Sex Drugs and Texting
Excessive texting and spending time on Facebook correlates with an increased risk of teens engaging in sex, drugs, drinking.
According to a new study, teens that engage in heavy texting and social networking may increase teens' risk for dangerous health behaviors. The new study was released at the American Public Health Association's annual meeting and reported that heavy texters and networkers were much more likely to have higher rates of substance use and thoughts about suicide.
The study defined hyper-texting as sending more than 120 messages per school day and hyper-networking as spending more than three hours a school day on social networking sites.
Early Pot Smoking Harms Brain
Smoking pot in early teen years may cause long-term harm to the brain, according to a new study**. Researchers at McLean Hospital have found that young adults who start smoking marijuana before they turn 16 may damage their brains more than people who start later.
According to the McLean Hospital research, developing teenage brains may be particularly vulnerable to the effects of marijuana. The New York Times reports:
Young adults who started using the drug regularly in their early teens performed significantly worse on cognitive tests assessing brain function than did subjects who were at least 16 when they started smoking.
Challenges Addiction and Relapse Prevention Treatment Center Clinical Director Dr. Jeffery Huttman notes that it is important for parents to communicate with teens:
“Clear communication by parents about the negative physical, emotional and functional effects of drugs can help reduce teen drug use before it starts."
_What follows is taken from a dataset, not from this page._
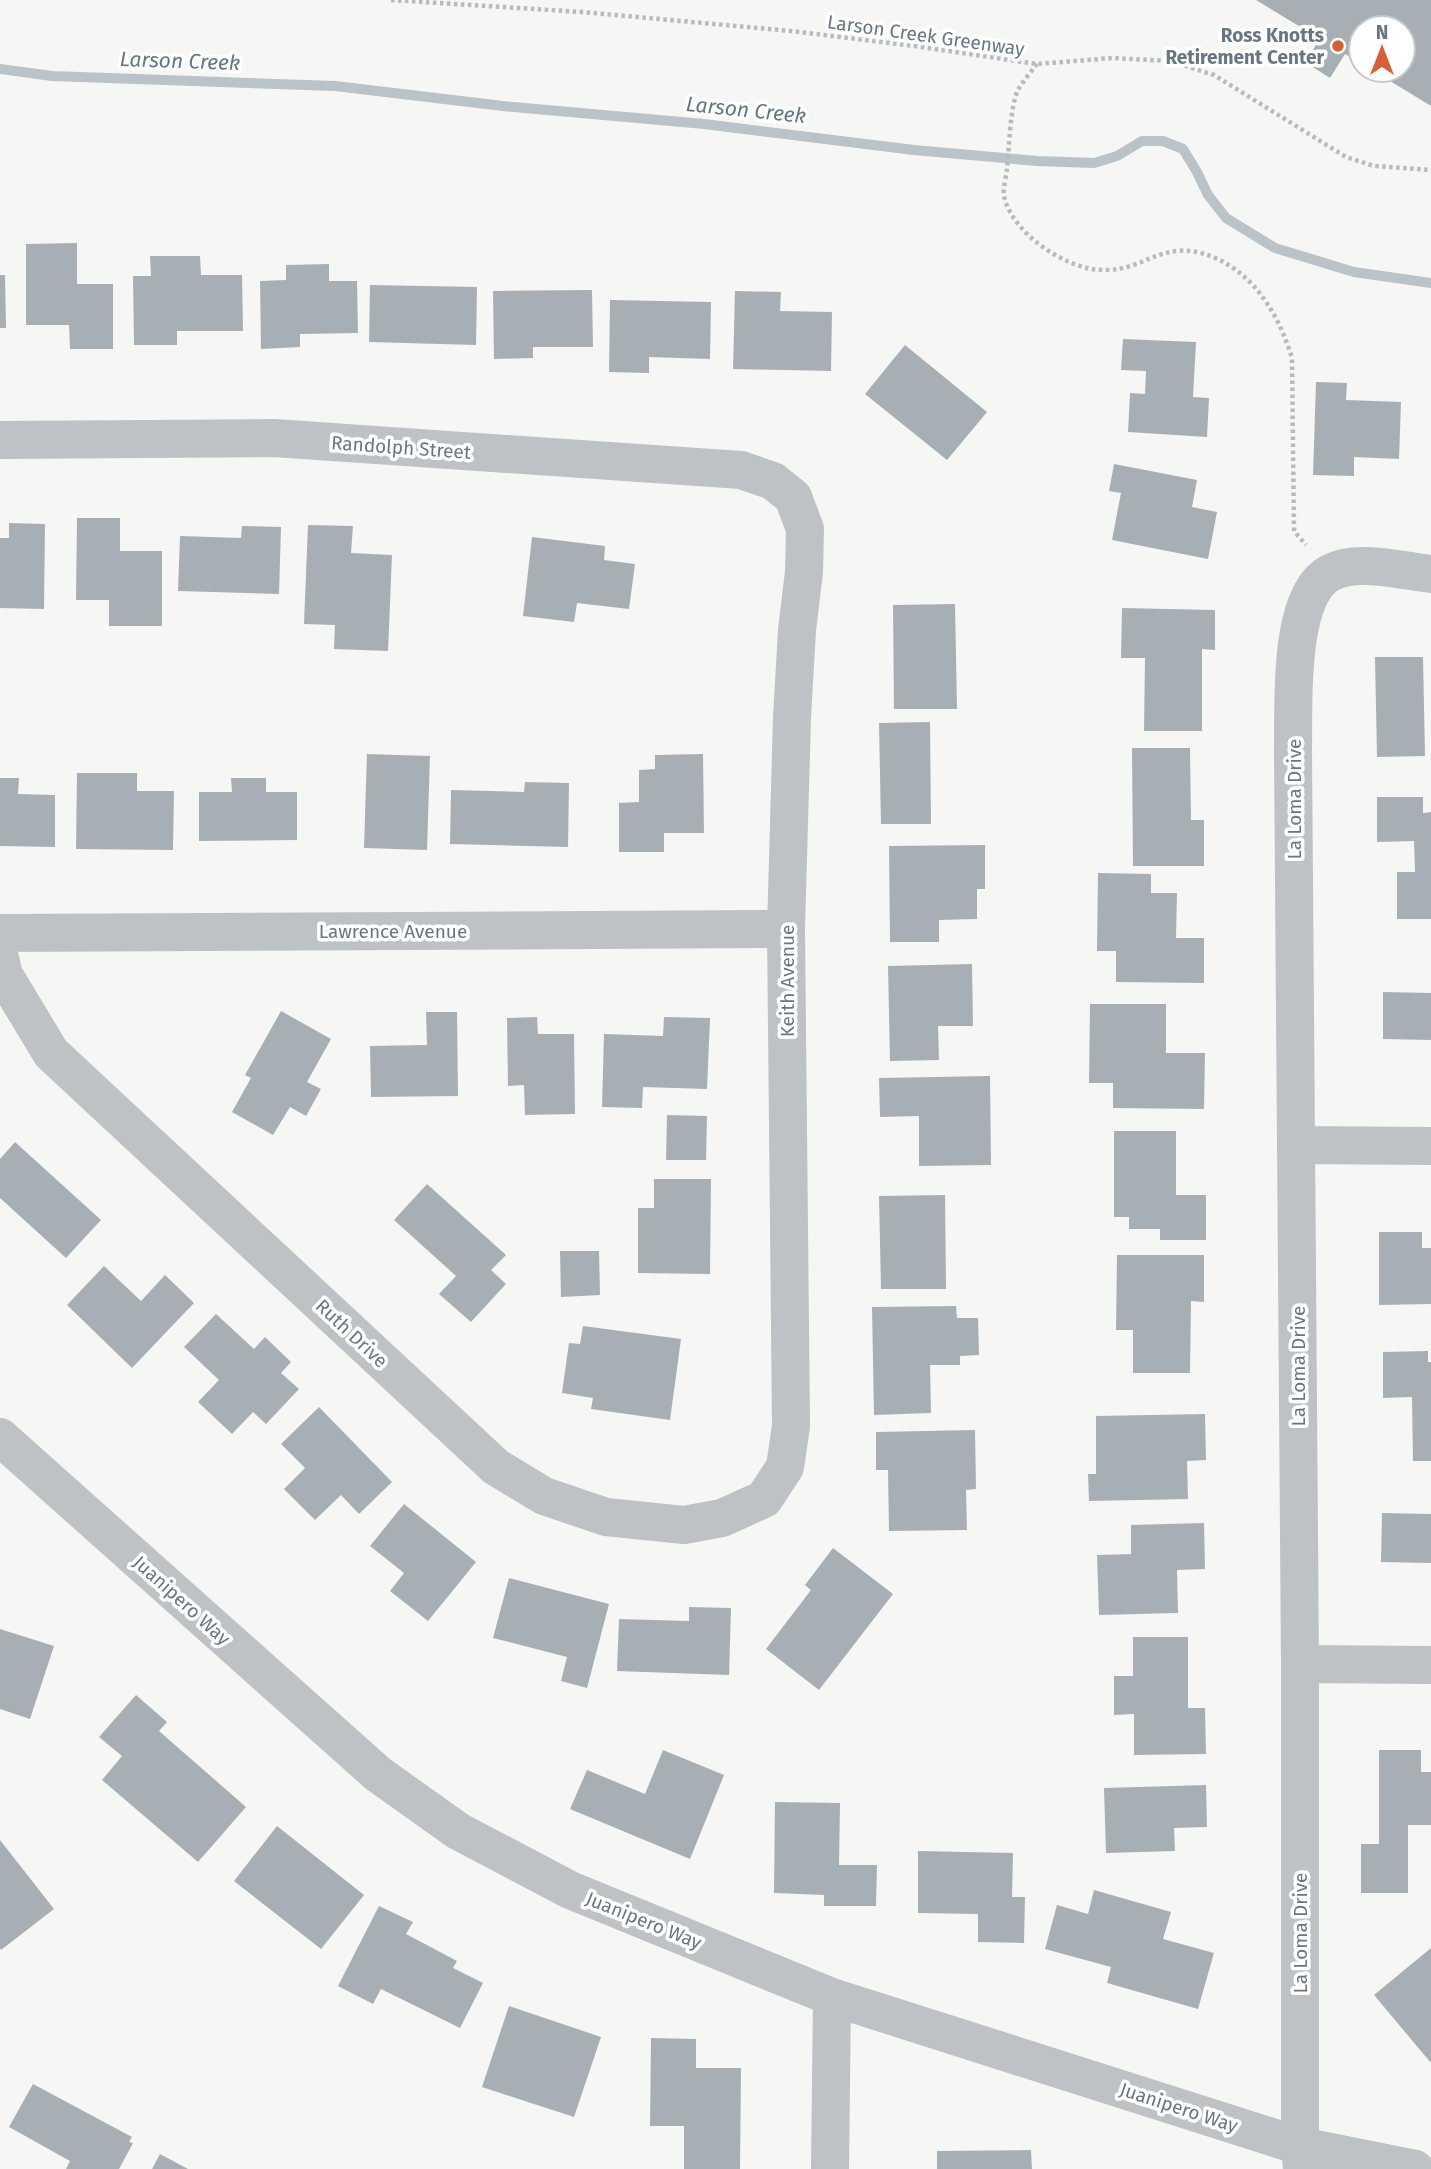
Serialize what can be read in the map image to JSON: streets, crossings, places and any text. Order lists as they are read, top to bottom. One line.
{"streets":{"street":["Randolph Street","La Loma Drive","Lawrence Avenue","Keith Avenue","Ruth Drive","Juanipero Way"],"path":["Larson Creek Greenway"]},"crossings":[["Randolph Street","Keith Avenue"],["La Loma Drive","Juanipero Way"],["Lawrence Avenue","Keith Avenue"],["Keith Avenue","Ruth Drive"]],"water":["Larson Creek"],"places":["Ross Knotts Retirement Center"],"north":"top"}
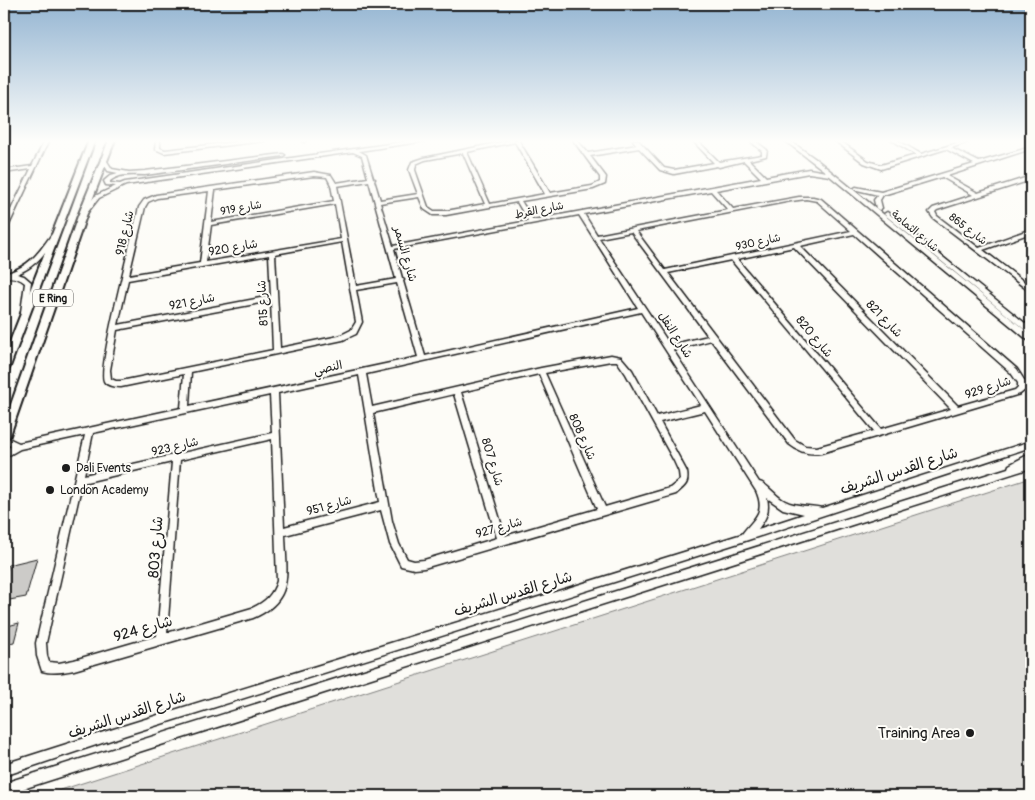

"Parents may wish to consider limiting cell phone and texting use to times of the day that they are permissible and helping their teenager to learn moderation. Putting the computer with internet access in a common household location that is readily viewed by parents can also help regulate time spent on social networking cites that may be excessive or unhealthy."
"Limiting the amount of alcohol, prescription and over-the-counter medications that are kept in the home to amounts that can be closely monitored and accounted for can also decrease potential substance abuse by teens.”